### What is expected
Output all of the entries below precisely as written.

### Data to process
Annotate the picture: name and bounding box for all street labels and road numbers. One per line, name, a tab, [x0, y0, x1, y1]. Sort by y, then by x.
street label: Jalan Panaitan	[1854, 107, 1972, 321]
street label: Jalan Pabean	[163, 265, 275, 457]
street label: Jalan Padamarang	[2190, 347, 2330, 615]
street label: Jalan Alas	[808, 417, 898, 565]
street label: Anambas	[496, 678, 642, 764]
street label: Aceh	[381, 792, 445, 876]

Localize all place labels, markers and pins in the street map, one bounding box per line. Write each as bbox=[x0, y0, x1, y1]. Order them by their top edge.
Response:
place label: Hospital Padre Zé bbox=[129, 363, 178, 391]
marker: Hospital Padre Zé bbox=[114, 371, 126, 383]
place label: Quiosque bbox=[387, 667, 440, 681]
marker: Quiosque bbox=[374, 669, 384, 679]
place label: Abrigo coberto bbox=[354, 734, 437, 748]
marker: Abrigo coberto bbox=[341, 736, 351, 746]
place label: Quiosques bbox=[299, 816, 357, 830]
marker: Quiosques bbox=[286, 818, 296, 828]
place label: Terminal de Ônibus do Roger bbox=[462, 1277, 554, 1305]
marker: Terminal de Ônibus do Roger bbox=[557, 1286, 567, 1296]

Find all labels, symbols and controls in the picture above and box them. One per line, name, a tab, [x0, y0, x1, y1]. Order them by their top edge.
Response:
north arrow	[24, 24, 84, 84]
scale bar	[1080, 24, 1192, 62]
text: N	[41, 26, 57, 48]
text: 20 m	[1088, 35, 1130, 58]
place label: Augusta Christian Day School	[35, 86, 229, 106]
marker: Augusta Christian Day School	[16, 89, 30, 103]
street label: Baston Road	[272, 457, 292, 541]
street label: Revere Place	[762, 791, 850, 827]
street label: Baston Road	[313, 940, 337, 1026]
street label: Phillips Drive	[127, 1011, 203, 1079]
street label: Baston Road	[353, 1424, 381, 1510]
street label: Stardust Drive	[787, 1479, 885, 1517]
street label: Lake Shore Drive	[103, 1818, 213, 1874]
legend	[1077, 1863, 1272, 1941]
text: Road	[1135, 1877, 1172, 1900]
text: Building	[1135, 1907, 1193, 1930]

### Written answer
Annotate the picture: name and bounding box for all street labels and road numbers. One per line, name, a tab, [x0, y0, x1, y1]. Sort by y, then by x.
street label: Jalan Panaitan	[1854, 107, 1972, 321]
street label: Jalan Pabean	[163, 265, 275, 457]
street label: Jalan Padamarang	[2190, 347, 2330, 615]
street label: Jalan Alas	[808, 417, 898, 565]
street label: Anambas	[496, 678, 642, 764]
street label: Aceh	[381, 792, 445, 876]

Localize all place labels, markers and pins in the street map, one bounding box per line. Write each as bbox=[x0, y0, x1, y1]. Order them by their top edge.
Response:
place label: Hospital Padre Zé bbox=[129, 363, 178, 391]
marker: Hospital Padre Zé bbox=[114, 371, 126, 383]
place label: Quiosque bbox=[387, 667, 440, 681]
marker: Quiosque bbox=[374, 669, 384, 679]
place label: Abrigo coberto bbox=[354, 734, 437, 748]
marker: Abrigo coberto bbox=[341, 736, 351, 746]
place label: Quiosques bbox=[299, 816, 357, 830]
marker: Quiosques bbox=[286, 818, 296, 828]
place label: Terminal de Ônibus do Roger bbox=[462, 1277, 554, 1305]
marker: Terminal de Ônibus do Roger bbox=[557, 1286, 567, 1296]

Find all labels, symbols and controls in the picture above and box them. One per line, name, a tab, [x0, y0, x1, y1]. Order them by their top edge.
Response:
north arrow	[24, 24, 84, 84]
scale bar	[1080, 24, 1192, 62]
text: N	[41, 26, 57, 48]
text: 20 m	[1088, 35, 1130, 58]
place label: Augusta Christian Day School	[35, 86, 229, 106]
marker: Augusta Christian Day School	[16, 89, 30, 103]
street label: Baston Road	[272, 457, 292, 541]
street label: Revere Place	[762, 791, 850, 827]
street label: Baston Road	[313, 940, 337, 1026]
street label: Phillips Drive	[127, 1011, 203, 1079]
street label: Baston Road	[353, 1424, 381, 1510]
street label: Stardust Drive	[787, 1479, 885, 1517]
street label: Lake Shore Drive	[103, 1818, 213, 1874]
legend	[1077, 1863, 1272, 1941]
text: Road	[1135, 1877, 1172, 1900]
text: Building	[1135, 1907, 1193, 1930]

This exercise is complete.